[What the exercise asks]
All lines in the entries below that hold "MINORCAS" make up the answer.

[Exercise input]
BEGIN

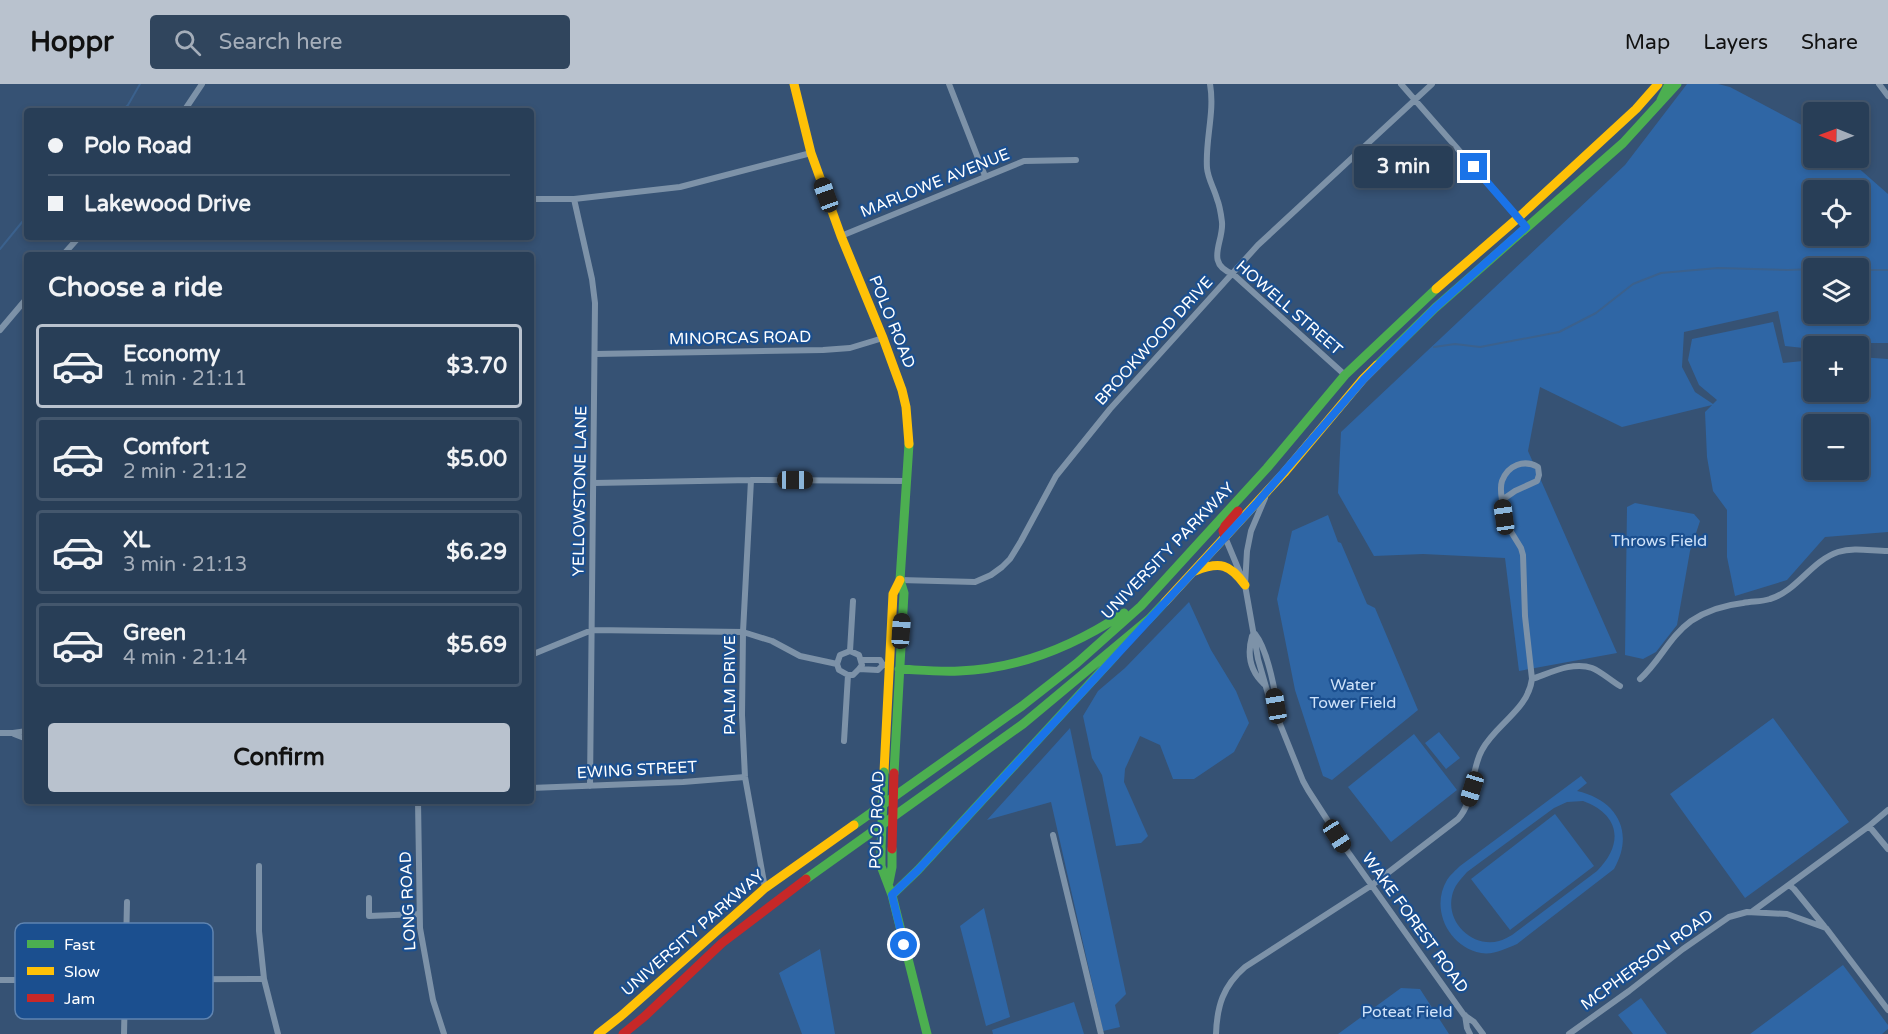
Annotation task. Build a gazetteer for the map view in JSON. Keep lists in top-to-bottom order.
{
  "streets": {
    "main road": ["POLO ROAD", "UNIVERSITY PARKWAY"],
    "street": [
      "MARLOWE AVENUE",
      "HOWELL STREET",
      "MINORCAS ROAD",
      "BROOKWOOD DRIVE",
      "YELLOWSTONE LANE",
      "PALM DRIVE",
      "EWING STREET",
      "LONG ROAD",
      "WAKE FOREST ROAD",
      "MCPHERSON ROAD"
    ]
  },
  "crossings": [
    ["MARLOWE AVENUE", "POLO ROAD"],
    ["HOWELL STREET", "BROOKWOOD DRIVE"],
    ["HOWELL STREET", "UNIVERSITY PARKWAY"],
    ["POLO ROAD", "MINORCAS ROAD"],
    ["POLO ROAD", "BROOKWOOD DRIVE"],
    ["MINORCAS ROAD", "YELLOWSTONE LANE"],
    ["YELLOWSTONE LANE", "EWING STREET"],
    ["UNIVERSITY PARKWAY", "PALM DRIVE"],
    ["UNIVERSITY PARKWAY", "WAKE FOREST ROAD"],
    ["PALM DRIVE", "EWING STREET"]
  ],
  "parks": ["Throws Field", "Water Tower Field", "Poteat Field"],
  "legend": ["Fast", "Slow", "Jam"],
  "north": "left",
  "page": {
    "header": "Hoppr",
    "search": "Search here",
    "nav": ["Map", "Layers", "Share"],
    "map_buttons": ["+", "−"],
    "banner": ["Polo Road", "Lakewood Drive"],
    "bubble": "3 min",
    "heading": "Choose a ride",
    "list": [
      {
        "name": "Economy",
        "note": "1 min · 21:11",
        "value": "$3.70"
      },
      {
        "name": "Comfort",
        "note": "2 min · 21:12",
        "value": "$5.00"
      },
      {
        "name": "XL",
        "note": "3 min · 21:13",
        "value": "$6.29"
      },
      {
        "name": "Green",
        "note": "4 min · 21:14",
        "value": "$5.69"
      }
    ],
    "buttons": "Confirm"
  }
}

END

[Answer section]
      "MINORCAS ROAD",
    ["POLO ROAD", "MINORCAS ROAD"],
    ["MINORCAS ROAD", "YELLOWSTONE LANE"],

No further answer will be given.